There are all types of television shows. There are sitcoms that people put on to kind of escape the grind and get a couple of cheap laughs. There are comedies, that are thankfully sans laugh tracks, that are not only funny but introspective. There are dramas and science fiction. There are crime stories and even a place for C list celebrities to box each other. Television is a fountain of entertainment and this includes Netflix and HBO streaming shows. Yet, with all these options and all these different genres and sub-genres the list of great television is kind of small. Great television takes the show format and gives you something more. Great television is literary and layered and is more then just plot and good acting. It is the perfect storm of all these things colliding together to not only give you a narrative that is captivating but also engaging. Something that when it ends you need to talk to someone immediately so you’re head won’t explode. Great television is Breaking Bad. It’s LOST. It’s The Shield. It’s…Mr. Robot.

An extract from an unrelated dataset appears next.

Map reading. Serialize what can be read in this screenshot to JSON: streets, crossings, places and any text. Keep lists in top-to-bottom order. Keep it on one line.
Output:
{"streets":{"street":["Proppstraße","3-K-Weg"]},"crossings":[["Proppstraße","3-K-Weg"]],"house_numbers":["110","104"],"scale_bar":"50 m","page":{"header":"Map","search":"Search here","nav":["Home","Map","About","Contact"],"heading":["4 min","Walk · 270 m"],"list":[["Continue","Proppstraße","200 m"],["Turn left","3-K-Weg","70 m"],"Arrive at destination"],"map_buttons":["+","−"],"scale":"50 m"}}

Let’s face it. When Breaking Bad bid us farewell it left an RV sized hole in our television screens. I’m not saying there hasn’t been great television since Breaking Bad left (Game of Thrones would have a lot to say about that) but there hasn’t been a show that reached the same magnitude. A show that was so layered with all the essentials that when added up makes great television. I can honestly say that I believe that Mr. Robot has the potential to fill this gap. That maybe the next show to captivate our minds is sitting on the USA network waiting to be watched. And while ratings are a driving force for most shows, I mean, it’s what keeps them on and off the air, it seems that Mr. Robot could care less about ratings or adapting itself to the norms of regular television. Mr. Robot is here to tell it’s story and it will let nothing change that no matter how unconventional you may find it.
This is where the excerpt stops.